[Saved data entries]

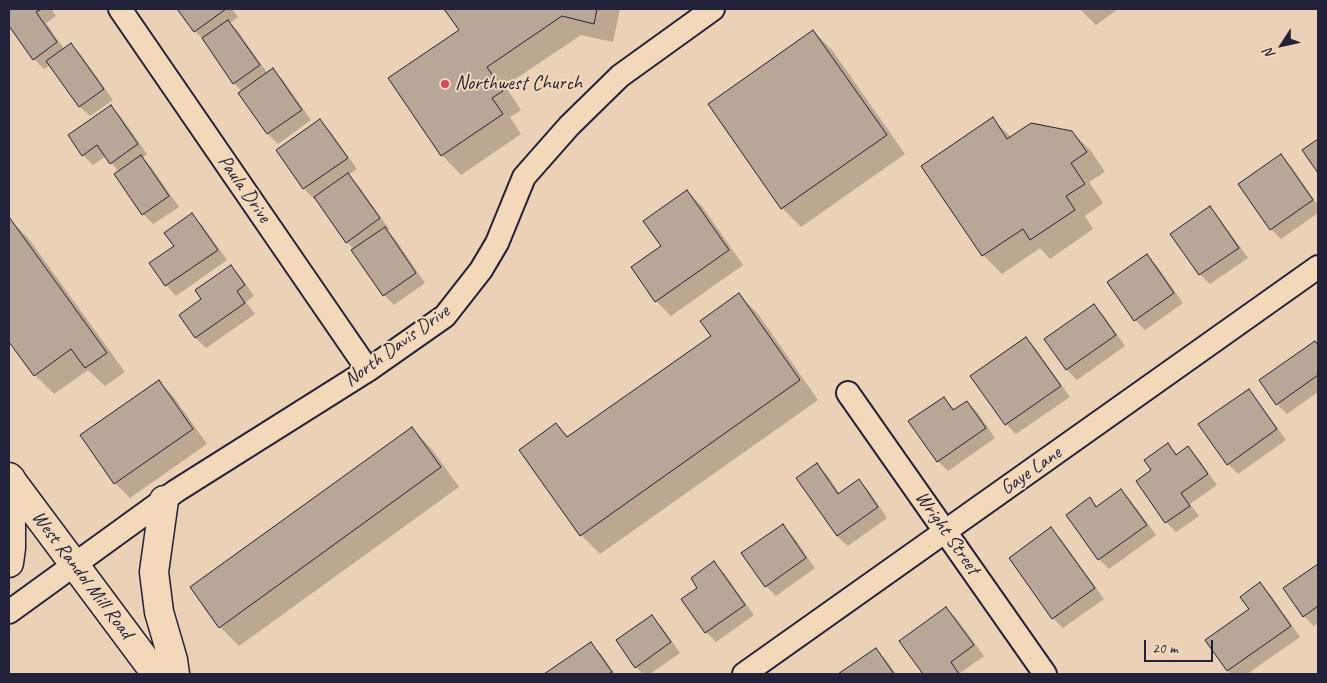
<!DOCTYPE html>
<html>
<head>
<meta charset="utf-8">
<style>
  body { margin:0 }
  #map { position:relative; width:1327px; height:683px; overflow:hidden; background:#ebd1b5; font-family:Caveat,sans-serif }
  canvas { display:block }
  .frame { position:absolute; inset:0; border:10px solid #22223b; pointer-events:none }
  .north { position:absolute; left:1257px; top:20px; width:50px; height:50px; -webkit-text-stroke:4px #f3d8ba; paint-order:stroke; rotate:235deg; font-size:14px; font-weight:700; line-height:20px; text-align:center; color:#22223b }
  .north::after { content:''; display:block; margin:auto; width:18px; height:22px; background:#22223b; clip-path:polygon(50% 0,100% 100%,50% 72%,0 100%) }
  .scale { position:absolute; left:1144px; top:640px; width:69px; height:22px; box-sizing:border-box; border:2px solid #22223b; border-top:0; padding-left:6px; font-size:15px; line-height:18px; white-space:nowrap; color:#22223b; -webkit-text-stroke:4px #f3d8ba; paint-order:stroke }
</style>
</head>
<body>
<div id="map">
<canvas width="1327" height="683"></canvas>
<div class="frame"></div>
<div class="north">N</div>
<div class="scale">20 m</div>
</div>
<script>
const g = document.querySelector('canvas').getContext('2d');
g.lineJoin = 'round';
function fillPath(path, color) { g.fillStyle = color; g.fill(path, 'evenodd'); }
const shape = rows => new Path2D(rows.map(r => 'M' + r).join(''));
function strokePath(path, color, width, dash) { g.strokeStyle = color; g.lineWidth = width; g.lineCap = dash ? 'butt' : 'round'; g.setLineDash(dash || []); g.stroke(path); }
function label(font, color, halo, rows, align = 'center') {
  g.font = font + ' Caveat,sans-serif'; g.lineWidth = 4; g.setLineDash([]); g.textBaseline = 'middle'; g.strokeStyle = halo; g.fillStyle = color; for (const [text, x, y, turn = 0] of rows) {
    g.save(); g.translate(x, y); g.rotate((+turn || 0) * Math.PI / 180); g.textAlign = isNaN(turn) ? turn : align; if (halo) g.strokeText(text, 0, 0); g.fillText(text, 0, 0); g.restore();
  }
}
const shadow = shape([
  [9,9,51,9,56,16,46,23,64,49,71,44,81,55,113,100,90,116,79,106,50,65,44,69,34,59,9,23],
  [178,9,232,9,238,17,230,23,238,31,268,74,273,70,283,80,311,120,278,144,268,134,240,94,242,92,234,83,206,42,195,31],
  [446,9,620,9,613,42,581,35,505,86,521,110,510,117,521,134,461,175,442,155,460,30],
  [1080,9,1118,9,1096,25],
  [813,31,832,50,905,154,801,227,782,208,709,104],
  [110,106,121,117,147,154,142,158,151,167,179,207,153,224,143,214,115,174,119,172,106,156,93,165,83,155],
  [992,119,1012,138,1072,132,1091,151,1105,172,1089,182,1103,203,1085,216,1093,229,1050,259,1040,248,1002,274,983,255,923,167],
  [320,121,330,131,357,169,348,175,358,185,389,229,387,231,395,239,425,283,394,305,384,295,355,250,347,242,316,198,314,199,304,189,278,151],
  [1281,156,1291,166,1318,205,1318,213,1281,239,1271,229],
  [687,192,702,206,743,265,671,316,656,301,663,246],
  [1209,208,1219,218,1248,258,1210,284,1200,274],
  [192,215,202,225,227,260,176,296,166,285,151,264,176,246],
  [9,219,28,238,125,372,105,386,88,370,54,394,35,375,9,340],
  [1147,256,1157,266,1183,303,1145,330,1135,320],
  [231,267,241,277,254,296,246,302,255,314,206,348,196,338,180,315,203,300],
  [739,295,758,314,818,400,600,554,581,535,556,425,569,437,712,336],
  [1094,306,1104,316,1125,346,1077,380,1067,370,1046,339],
  [1026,338,1036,349,1070,397,1016,434,1006,424],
  [1315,343,1318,346,1318,392,1287,414,1277,404],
  [158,381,173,396,207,444,130,498,115,483,82,435],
  [1248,390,1258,401,1286,440,1238,474,1228,464],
  [943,398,955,410,966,402,977,412,995,438,948,471,938,461],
  [412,429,431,448,459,487,239,646,220,627],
  [1168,445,1178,455,1188,448,1198,458,1217,485,1190,504,1199,516,1176,532,1166,522,1153,470],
  [817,465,827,475,840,494,859,481,869,491,887,518,848,546,837,536,797,478],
  [1121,490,1131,501,1156,535,1109,569,1099,559,1089,499,1098,507],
  [782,526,793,536,815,568,776,596,766,586],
  [1051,529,1061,539,1104,599,1063,628,1053,618],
  [714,563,724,573,754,615,716,642,706,632,699,588],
  [1318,566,1318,623,1314,626,1304,616,1285,589],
  [1260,584,1270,594,1300,637,1247,674,1231,674,1206,640,1250,609],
  [946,608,956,618,984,656,960,673,961,674,925,674,901,641],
  [652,616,662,627,680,653,650,674,643,674,636,667],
  [590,643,601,654,615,674,546,674],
  [876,650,886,660,896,674,840,674]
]);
const building = shape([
  [9,9,42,9,36,12,57,42,33,60,9,26,9,9],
  [177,9,226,9,194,32,177,9],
  [444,9,500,9,501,10,502,9,597,9,594,24,562,16,487,67,503,91,492,98,503,114,441,156,388,78,459,30,444,9],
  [228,20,260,65,233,84,202,38,228,20],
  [813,30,887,135,781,209,708,104,813,30],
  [71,43,104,89,79,107,46,61,71,43],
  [273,68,302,110,267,134,238,93,273,68],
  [111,105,138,144,110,164,97,145,82,156,68,135,111,105],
  [993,117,1007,139,1031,123,1072,131,1087,152,1071,163,1085,184,1066,196,1075,210,1030,240,1023,229,982,256,921,166,993,117],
  [320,119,348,158,303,189,276,150,320,119],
  [1318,139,1318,173,1302,150,1318,139],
  [1281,154,1313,200,1270,230,1238,184,1281,154],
  [141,155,169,196,142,215,114,174,141,155],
  [348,173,380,218,346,243,314,197,348,173],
  [687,190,729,250,655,302,631,267,661,246,643,221,687,190],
  [1210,206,1239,248,1199,275,1170,234,1210,206],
  [192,213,218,250,165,286,149,263,174,246,164,233,192,213],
  [9,217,107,353,85,368,71,349,34,376,9,342,9,217],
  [385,227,416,273,383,296,351,250,385,227],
  [1147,254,1174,293,1134,321,1107,282,1147,254],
  [231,265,245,285,237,291,245,303,195,338,179,315,201,299,195,290,231,265],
  [739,293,800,380,580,536,519,450,556,423,567,437,711,336,700,321,739,293],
  [1094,304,1116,335,1066,370,1044,339,1094,304],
  [1026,337,1061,386,1005,425,970,376,1026,337],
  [1315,341,1318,345,1318,375,1276,405,1259,380,1315,341],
  [159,380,193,429,114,484,80,435,159,380],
  [1249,389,1277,429,1227,465,1198,424,1249,389],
  [944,397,953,410,967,401,986,428,937,462,908,421,944,397],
  [412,427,441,467,219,628,190,587,412,427],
  [1168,443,1176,455,1188,446,1208,474,1181,493,1190,506,1165,523,1136,481,1151,470,1144,460,1168,443],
  [817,463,838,494,859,479,878,507,837,536,796,478,817,463],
  [1121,489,1147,525,1098,560,1066,515,1090,497,1096,507,1121,489],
  [783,524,806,558,765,587,741,553,783,524],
  [1051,527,1095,588,1052,619,1009,558,1051,527],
  [714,561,745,605,705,633,681,599,697,588,691,578,714,561],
  [1318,564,1318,606,1303,617,1283,588,1318,564],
  [1260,582,1291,626,1227,671,1205,640,1249,609,1240,597,1260,582],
  [946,607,974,645,951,662,959,674,923,674,899,641,946,607],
  [652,615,671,642,635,668,616,640,652,615],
  [591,642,612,672,609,674,544,674,591,642],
  [876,648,894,674,838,674,876,648]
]);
const minor = shape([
  [120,9,368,370],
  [848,393,1045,674],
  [9,612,176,491,368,370,445,316,481,270,497,243,524,177,569,126,620,76,713,9],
  [744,674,1318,267]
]);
const major = shape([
  [9,477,156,674],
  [164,500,154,572,159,612,173,660,175,674],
  [9,563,11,548,11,479]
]);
const markers = [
  [445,84,5,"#d1495b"]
];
const poiNames = [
  ["Northwest Church",455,84]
];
const streetNames = [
  ["Paula Drive",244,189,55],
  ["North Davis Drive",397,346,-36],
  ["Gaye Lane",1031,471,-35],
  ["Wright Street",947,533,55],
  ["West Randol Mill Road",82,575,53]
];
fillPath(shadow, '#0003');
fillPath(building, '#b8a697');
strokePath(building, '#22223b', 1);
strokePath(minor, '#22223b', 26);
strokePath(major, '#22223b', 31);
strokePath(minor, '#f3d8ba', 22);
strokePath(major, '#f3d8ba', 28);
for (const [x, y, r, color] of markers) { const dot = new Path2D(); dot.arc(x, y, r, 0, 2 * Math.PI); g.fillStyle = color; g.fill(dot); strokePath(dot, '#f3d8ba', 2); }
label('20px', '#22223b', '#f3d8ba', poiNames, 'left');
label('20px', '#22223b', '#f3d8ba', streetNames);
</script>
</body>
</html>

WHAT YOU SHOULD DO:
Using only the entries above, output the line with "position:absolute; inset:0; border:10px", the line with "position:absolute; left:1257px; top:20px;", and all lines between them, exactly as they stand.

REPLY TO THE EXERCISE:
  .frame { position:absolute; inset:0; border:10px solid #22223b; pointer-events:none }
  .north { position:absolute; left:1257px; top:20px; width:50px; height:50px; -webkit-text-stroke:4px #f3d8ba; paint-order:stroke; rotate:235deg; font-size:14px; font-weight:700; line-height:20px; text-align:center; color:#22223b }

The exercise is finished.